Sent from my iPhone using Mountain Buzz


----------



## MDC902 (Feb 23, 2014)

Do those that leave it inflated have a cover on when you travel? Do you have any sort of protection from gravel spray? (Mudflaps, plywood, etc)


----------



## wildh2onriver (Jul 21, 2009)

No covers, no issues and did extensive trips on lots of gravel roads. 

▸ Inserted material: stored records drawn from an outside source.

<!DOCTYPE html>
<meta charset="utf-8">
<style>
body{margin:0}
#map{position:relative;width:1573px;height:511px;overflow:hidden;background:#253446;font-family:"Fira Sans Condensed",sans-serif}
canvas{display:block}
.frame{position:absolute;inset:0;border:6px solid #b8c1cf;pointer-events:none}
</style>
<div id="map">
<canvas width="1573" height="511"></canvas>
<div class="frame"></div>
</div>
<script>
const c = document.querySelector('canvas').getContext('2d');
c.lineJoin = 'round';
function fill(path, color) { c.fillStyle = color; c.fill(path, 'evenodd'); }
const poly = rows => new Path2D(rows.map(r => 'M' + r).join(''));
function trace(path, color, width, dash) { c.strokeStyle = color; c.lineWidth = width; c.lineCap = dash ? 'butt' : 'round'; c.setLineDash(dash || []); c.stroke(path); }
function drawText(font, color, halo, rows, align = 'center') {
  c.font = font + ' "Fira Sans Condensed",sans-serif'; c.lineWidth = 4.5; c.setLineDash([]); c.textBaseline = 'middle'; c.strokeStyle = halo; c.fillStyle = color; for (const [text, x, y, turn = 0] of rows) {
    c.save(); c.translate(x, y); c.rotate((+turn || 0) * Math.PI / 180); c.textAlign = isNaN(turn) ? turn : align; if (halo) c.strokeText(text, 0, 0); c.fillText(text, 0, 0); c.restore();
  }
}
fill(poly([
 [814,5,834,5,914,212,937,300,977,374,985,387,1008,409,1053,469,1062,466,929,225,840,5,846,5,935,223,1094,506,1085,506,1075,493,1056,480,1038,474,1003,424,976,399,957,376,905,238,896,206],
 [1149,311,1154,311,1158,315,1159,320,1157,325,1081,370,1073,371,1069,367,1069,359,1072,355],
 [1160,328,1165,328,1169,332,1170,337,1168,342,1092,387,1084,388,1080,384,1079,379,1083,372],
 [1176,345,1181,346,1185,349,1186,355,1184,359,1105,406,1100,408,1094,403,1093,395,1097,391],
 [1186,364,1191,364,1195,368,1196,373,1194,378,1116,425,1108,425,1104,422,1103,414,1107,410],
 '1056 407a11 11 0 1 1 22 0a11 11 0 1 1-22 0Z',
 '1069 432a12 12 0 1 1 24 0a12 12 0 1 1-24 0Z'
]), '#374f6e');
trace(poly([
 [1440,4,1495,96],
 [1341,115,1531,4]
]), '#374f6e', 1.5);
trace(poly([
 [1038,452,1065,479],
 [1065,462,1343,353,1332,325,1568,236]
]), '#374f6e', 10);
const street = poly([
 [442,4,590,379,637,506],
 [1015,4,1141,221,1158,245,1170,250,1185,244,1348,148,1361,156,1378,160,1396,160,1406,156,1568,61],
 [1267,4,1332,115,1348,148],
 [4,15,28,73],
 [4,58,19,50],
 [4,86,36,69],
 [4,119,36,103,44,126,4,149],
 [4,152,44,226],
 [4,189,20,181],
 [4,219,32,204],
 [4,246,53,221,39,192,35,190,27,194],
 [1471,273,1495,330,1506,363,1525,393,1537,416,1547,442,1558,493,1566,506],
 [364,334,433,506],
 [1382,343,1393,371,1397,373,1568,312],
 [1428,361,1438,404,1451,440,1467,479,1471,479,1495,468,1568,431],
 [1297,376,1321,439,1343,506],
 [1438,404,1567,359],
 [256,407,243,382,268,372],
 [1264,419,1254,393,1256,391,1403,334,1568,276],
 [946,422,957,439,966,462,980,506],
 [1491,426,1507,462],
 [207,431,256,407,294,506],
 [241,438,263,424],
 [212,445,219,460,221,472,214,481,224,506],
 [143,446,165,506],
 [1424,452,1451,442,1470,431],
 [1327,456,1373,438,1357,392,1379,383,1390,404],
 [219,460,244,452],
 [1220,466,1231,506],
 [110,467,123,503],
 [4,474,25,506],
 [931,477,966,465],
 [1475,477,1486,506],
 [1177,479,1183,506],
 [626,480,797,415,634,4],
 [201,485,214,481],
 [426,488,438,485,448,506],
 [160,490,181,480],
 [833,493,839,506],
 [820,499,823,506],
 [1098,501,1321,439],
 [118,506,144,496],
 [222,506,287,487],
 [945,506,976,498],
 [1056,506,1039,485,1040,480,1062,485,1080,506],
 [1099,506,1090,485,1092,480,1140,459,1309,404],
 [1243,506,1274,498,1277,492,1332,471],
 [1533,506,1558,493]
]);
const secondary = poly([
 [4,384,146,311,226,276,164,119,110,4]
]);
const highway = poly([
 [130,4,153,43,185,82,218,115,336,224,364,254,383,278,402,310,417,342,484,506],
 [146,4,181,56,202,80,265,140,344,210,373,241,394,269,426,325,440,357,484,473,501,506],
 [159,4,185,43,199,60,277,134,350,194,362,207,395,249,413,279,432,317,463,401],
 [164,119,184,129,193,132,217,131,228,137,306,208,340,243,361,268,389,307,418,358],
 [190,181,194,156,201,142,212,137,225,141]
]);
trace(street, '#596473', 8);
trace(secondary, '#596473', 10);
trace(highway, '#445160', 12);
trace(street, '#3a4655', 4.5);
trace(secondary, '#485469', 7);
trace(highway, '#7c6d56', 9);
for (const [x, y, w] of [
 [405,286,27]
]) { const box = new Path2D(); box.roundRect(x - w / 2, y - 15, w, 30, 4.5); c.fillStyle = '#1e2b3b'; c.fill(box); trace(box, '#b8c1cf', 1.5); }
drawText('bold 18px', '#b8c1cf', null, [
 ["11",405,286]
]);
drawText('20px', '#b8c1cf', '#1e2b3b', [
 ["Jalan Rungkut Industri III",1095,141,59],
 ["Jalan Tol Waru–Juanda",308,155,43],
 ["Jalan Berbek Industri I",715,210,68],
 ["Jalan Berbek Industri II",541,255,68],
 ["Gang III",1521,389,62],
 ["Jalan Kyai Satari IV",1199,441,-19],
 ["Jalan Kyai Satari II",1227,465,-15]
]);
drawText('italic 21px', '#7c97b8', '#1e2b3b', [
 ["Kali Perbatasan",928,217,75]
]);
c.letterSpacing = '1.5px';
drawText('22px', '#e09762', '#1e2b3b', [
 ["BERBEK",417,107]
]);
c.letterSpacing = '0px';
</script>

Sent from my iPad using Mountain Buzz


----------



## shoenfeld13 (Aug 18, 2009)

I have never had any problems on many 8+ hour trips. I deflate a bit when going over big passes, but that is it. I strap it down extra tight and it seems to be fine.


----------



## SummitSurfer (Jun 23, 2010)

$20 bucks gets ya outdoor carpet to put/mount to trailor under raft. Ive done it for 1000's of miles and no issues. No covers. I rig most the boat at the house, back it into the water, splash the boat to get it to river temp, then inflate to desired pressure add water, beer and stir for fun!


----------



## nemi west (Jun 22, 2006)

We deflate our..... Rub it down with KY.... Water soluble...... Roll it loosely..... Wrap it in a tarp....... We have a plywood rock guard. 

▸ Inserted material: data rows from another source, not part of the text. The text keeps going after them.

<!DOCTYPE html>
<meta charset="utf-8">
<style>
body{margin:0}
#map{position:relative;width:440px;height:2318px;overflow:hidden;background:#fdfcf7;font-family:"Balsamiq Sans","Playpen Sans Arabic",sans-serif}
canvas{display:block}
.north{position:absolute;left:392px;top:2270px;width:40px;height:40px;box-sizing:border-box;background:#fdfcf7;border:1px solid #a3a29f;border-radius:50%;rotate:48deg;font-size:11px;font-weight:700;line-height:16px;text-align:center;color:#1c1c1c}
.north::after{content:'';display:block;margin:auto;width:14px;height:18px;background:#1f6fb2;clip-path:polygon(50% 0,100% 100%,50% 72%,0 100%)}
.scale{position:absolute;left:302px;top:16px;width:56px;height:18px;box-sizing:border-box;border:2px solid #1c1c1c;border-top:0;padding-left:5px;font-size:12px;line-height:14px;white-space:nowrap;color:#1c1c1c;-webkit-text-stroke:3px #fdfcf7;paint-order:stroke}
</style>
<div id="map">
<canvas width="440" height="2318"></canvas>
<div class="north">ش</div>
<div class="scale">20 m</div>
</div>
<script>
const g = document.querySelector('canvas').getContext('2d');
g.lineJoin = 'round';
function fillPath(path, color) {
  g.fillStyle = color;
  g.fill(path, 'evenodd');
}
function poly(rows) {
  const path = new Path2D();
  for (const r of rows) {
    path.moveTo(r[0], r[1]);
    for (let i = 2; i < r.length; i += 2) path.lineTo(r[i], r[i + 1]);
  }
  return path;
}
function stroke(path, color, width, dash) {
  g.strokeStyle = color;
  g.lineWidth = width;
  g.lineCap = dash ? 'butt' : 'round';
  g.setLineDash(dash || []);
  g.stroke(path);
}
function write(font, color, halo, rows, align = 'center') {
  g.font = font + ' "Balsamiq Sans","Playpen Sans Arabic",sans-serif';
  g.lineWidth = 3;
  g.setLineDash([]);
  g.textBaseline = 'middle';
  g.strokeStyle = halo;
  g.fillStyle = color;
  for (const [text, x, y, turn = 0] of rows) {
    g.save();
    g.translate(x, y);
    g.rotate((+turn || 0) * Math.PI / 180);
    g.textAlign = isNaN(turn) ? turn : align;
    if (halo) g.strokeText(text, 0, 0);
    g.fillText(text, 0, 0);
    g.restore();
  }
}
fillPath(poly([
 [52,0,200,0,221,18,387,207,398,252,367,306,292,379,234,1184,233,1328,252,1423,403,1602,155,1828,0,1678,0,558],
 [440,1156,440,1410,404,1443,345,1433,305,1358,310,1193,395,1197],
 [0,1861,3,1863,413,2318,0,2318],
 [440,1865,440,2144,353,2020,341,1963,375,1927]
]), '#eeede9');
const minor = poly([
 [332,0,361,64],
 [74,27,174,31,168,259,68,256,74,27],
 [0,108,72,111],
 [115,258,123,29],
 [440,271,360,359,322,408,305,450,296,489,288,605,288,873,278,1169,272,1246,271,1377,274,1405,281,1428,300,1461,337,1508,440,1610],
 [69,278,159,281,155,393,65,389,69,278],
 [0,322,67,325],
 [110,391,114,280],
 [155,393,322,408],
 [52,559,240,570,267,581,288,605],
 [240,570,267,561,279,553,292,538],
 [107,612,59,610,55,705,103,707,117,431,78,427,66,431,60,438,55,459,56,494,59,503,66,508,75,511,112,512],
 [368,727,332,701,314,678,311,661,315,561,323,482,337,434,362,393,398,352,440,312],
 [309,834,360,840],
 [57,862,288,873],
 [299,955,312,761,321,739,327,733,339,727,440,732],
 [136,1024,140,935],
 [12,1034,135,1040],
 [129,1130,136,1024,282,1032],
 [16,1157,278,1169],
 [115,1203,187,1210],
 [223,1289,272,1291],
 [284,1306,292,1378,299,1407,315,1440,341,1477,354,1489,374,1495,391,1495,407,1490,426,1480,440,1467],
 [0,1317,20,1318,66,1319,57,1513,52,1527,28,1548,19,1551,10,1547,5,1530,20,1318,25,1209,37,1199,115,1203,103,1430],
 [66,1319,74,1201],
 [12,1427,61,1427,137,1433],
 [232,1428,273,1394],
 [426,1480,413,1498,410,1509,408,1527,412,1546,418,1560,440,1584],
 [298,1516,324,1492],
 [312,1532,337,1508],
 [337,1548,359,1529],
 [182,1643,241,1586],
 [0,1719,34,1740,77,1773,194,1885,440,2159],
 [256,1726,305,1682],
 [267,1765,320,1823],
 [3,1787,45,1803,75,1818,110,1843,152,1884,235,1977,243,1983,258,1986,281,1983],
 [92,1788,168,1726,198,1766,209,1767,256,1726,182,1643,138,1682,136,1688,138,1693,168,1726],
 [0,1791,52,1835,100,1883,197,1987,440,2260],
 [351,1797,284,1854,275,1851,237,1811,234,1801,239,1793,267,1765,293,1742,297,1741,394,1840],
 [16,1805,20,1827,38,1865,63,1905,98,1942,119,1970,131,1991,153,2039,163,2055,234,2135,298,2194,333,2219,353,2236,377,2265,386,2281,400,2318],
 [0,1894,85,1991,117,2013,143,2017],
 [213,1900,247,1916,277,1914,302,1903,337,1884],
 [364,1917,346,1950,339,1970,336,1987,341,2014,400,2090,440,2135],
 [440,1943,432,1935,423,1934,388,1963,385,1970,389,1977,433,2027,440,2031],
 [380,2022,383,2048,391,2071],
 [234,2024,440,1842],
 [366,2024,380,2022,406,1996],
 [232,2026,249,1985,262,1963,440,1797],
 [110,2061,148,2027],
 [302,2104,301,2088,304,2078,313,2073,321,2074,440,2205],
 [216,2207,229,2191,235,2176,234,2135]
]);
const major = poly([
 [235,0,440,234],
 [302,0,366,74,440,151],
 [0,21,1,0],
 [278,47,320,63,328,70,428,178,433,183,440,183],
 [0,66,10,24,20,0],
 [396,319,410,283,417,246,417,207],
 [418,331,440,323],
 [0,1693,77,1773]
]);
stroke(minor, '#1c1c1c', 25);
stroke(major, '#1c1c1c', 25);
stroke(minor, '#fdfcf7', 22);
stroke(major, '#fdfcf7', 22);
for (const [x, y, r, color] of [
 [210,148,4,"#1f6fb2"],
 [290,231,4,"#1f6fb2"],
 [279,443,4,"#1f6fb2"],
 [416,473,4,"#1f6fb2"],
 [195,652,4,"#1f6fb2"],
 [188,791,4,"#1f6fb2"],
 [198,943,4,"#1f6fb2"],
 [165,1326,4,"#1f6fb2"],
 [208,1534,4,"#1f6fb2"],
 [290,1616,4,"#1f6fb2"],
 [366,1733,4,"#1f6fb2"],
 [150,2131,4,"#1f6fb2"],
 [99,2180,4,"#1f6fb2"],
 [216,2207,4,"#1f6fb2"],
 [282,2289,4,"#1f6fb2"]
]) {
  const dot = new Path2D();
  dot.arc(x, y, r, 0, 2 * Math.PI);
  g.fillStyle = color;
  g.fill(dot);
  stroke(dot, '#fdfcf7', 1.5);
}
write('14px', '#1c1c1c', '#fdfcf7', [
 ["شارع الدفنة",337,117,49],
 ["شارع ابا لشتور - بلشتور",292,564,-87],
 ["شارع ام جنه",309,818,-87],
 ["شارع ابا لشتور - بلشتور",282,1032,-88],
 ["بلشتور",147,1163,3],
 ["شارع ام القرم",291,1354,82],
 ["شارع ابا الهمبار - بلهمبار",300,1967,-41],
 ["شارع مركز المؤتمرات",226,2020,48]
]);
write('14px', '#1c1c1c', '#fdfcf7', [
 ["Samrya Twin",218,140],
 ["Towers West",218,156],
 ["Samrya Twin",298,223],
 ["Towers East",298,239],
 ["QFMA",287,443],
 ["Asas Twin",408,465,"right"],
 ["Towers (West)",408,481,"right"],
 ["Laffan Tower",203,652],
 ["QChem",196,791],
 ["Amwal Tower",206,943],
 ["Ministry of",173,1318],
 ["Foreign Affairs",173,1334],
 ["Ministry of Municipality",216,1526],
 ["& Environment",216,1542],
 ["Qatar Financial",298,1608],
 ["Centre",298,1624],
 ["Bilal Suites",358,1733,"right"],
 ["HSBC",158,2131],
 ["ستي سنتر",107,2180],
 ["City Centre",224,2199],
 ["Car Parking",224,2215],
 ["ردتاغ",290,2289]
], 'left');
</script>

We have determined this will make our raft last 317 years with the amount of boating we do........19 days a year. The sex shop in Boulder has 10 gal buckets of KY. Costco has them too in the new rafting section.


----------



## cataraftgirl (Jun 5, 2009)

Another rigged, loaded, ready to go on the trailer person here. No cover. Check pressure & straps at each pee/gas/food stop. Utah to Idaho several times a year. No problems. All depends on the trip & whether I'm hauling just my boat, or other peoples gear as well. If it's a multi-gear in the trailer trip, then I'll deflate & roll.


----------



## swiftwater15 (Feb 23, 2009)

Rigged and ready. Portland to montana and California many times.


----------



## OldandBitter (Jun 11, 2011)

I rig in April and de-rig in October. I am a fan of the old man method. It is highly likely my cat will outlast me.


Sent from my iPad using Mountain Buzz


----------



## theusualsuspect (Apr 11, 2014)

Put duct tape on trailer corners and put the rigged raft on the trailer in...2002.

Never have deflated the raft during the winter, and routinely drive over an hour to put in. 
Average about 30 days/year on the water. 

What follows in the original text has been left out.